A Quarta Turma do Tribunal Superior do Trabalho rejeitou agravo da Vale S/A e Miner Service Engenharia Ltda., que pretendia rediscutir decisão que a condenou ao pagamento de R$ 70 mil de indenização por dano moral a ex-empregado que desenvolveu silicose e foi aposentado por invalidez. Considerando razoável a quantia, por se tratar de doença ocupacional, o relator do recurso, ministro João Oreste Dalazen, explicou que o TST só excepcionalmente intervém sobre o valor arbitrado, quando entende que foram violados os princípios da razoabilidade e da proporcionalidade previstos na Constituição Federal.

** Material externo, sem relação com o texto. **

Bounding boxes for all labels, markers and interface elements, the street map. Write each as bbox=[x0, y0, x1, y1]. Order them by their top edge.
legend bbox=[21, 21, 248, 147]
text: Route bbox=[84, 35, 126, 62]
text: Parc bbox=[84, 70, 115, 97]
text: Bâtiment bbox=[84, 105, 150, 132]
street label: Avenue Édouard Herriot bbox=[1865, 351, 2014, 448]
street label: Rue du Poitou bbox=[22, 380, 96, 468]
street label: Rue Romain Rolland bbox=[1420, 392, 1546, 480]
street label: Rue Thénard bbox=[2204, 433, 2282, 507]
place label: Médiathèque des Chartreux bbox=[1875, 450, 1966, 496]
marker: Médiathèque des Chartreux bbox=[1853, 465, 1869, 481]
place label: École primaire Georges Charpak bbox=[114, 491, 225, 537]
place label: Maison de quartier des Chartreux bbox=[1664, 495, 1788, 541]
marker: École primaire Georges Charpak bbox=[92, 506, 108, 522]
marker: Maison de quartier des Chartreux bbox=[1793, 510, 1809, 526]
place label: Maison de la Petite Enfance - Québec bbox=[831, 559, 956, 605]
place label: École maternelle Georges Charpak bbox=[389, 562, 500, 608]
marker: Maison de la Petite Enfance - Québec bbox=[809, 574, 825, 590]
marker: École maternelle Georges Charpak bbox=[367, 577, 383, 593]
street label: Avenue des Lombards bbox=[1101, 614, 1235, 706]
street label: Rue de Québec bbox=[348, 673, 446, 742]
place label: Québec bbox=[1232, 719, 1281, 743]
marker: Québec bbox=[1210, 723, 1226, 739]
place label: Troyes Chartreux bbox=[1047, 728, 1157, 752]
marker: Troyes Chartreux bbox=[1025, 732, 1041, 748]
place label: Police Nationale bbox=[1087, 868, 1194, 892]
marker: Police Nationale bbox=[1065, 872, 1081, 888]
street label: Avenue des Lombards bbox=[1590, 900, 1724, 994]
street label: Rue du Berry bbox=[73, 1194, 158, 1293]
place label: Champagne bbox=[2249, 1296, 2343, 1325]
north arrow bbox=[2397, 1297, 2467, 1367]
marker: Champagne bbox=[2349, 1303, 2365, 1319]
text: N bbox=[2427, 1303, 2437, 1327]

O trabalhador atuou desde 1993 nas dependências da Vale por meio de empresas interpostas, sendo a última a Miner, exercendo suas funções em minas subterrâneas, perfurando rochas no subsolo, segundo ele em jornadas de 10 horas. Os sintomas da silicose – dores fortes no pulmão, fraqueza e falta de ar, entre outros – surgiram em 2001, e, em 2003, foi emitida a Comunicação de Acidente de Trabalho (CAT). Em 2005, aos 43 anos, ele foi aposentado por invalidez e ajuizou a reclamação trabalhista, com pedido de indenização de 200 mil.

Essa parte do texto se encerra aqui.